* About this exercise: The data below is to be repeated in full, exactly as shown.

* Data for analysis:
-- Opening Marker --

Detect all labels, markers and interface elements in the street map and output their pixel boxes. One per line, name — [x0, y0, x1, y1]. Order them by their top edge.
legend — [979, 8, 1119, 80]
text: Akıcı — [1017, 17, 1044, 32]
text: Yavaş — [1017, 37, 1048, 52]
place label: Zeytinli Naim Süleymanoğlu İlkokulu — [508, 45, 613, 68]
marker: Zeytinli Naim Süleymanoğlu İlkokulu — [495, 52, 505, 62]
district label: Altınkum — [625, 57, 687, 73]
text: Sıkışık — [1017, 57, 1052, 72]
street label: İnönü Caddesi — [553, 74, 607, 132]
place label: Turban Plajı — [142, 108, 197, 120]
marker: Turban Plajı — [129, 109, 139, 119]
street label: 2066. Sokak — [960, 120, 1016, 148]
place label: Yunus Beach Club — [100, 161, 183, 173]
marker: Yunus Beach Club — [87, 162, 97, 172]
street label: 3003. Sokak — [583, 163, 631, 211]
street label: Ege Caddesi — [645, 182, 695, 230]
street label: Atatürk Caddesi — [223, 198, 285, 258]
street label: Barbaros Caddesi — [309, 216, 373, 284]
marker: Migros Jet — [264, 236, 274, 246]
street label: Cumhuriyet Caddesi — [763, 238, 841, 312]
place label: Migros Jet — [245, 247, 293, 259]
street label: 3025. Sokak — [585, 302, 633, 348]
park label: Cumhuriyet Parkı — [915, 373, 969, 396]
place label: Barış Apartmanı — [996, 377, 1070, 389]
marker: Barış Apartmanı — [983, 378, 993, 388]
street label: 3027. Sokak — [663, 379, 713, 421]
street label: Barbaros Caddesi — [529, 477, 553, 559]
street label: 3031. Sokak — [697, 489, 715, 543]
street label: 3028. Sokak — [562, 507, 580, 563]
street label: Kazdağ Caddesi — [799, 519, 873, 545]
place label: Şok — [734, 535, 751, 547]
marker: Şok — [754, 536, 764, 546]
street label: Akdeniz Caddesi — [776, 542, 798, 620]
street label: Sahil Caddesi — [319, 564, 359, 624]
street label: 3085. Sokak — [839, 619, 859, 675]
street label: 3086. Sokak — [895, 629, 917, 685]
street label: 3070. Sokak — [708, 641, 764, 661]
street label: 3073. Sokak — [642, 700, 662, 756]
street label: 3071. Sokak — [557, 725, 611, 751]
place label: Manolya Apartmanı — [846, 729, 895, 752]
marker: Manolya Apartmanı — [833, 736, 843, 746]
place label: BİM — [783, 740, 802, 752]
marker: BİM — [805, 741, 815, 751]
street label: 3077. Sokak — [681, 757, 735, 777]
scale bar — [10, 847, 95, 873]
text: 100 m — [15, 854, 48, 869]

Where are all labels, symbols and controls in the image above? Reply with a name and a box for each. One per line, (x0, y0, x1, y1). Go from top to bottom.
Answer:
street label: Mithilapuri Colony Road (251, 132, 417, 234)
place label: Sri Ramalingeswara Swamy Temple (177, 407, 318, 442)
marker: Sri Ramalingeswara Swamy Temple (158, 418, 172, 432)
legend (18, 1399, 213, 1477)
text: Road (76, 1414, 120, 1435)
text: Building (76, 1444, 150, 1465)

-- Closing Marker --

* Response below:
Detect all labels, markers and interface elements in the street map and output their pixel boxes. One per line, name — [x0, y0, x1, y1]. Order them by their top edge.
legend — [979, 8, 1119, 80]
text: Akıcı — [1017, 17, 1044, 32]
text: Yavaş — [1017, 37, 1048, 52]
place label: Zeytinli Naim Süleymanoğlu İlkokulu — [508, 45, 613, 68]
marker: Zeytinli Naim Süleymanoğlu İlkokulu — [495, 52, 505, 62]
district label: Altınkum — [625, 57, 687, 73]
text: Sıkışık — [1017, 57, 1052, 72]
street label: İnönü Caddesi — [553, 74, 607, 132]
place label: Turban Plajı — [142, 108, 197, 120]
marker: Turban Plajı — [129, 109, 139, 119]
street label: 2066. Sokak — [960, 120, 1016, 148]
place label: Yunus Beach Club — [100, 161, 183, 173]
marker: Yunus Beach Club — [87, 162, 97, 172]
street label: 3003. Sokak — [583, 163, 631, 211]
street label: Ege Caddesi — [645, 182, 695, 230]
street label: Atatürk Caddesi — [223, 198, 285, 258]
street label: Barbaros Caddesi — [309, 216, 373, 284]
marker: Migros Jet — [264, 236, 274, 246]
street label: Cumhuriyet Caddesi — [763, 238, 841, 312]
place label: Migros Jet — [245, 247, 293, 259]
street label: 3025. Sokak — [585, 302, 633, 348]
park label: Cumhuriyet Parkı — [915, 373, 969, 396]
place label: Barış Apartmanı — [996, 377, 1070, 389]
marker: Barış Apartmanı — [983, 378, 993, 388]
street label: 3027. Sokak — [663, 379, 713, 421]
street label: Barbaros Caddesi — [529, 477, 553, 559]
street label: 3031. Sokak — [697, 489, 715, 543]
street label: 3028. Sokak — [562, 507, 580, 563]
street label: Kazdağ Caddesi — [799, 519, 873, 545]
place label: Şok — [734, 535, 751, 547]
marker: Şok — [754, 536, 764, 546]
street label: Akdeniz Caddesi — [776, 542, 798, 620]
street label: Sahil Caddesi — [319, 564, 359, 624]
street label: 3085. Sokak — [839, 619, 859, 675]
street label: 3086. Sokak — [895, 629, 917, 685]
street label: 3070. Sokak — [708, 641, 764, 661]
street label: 3073. Sokak — [642, 700, 662, 756]
street label: 3071. Sokak — [557, 725, 611, 751]
place label: Manolya Apartmanı — [846, 729, 895, 752]
marker: Manolya Apartmanı — [833, 736, 843, 746]
place label: BİM — [783, 740, 802, 752]
marker: BİM — [805, 741, 815, 751]
street label: 3077. Sokak — [681, 757, 735, 777]
scale bar — [10, 847, 95, 873]
text: 100 m — [15, 854, 48, 869]

Where are all labels, symbols and controls in the image above? Reply with a name and a box for each. One per line, (x0, y0, x1, y1). Go from top to bottom.
Answer:
street label: Mithilapuri Colony Road (251, 132, 417, 234)
place label: Sri Ramalingeswara Swamy Temple (177, 407, 318, 442)
marker: Sri Ramalingeswara Swamy Temple (158, 418, 172, 432)
legend (18, 1399, 213, 1477)
text: Road (76, 1414, 120, 1435)
text: Building (76, 1444, 150, 1465)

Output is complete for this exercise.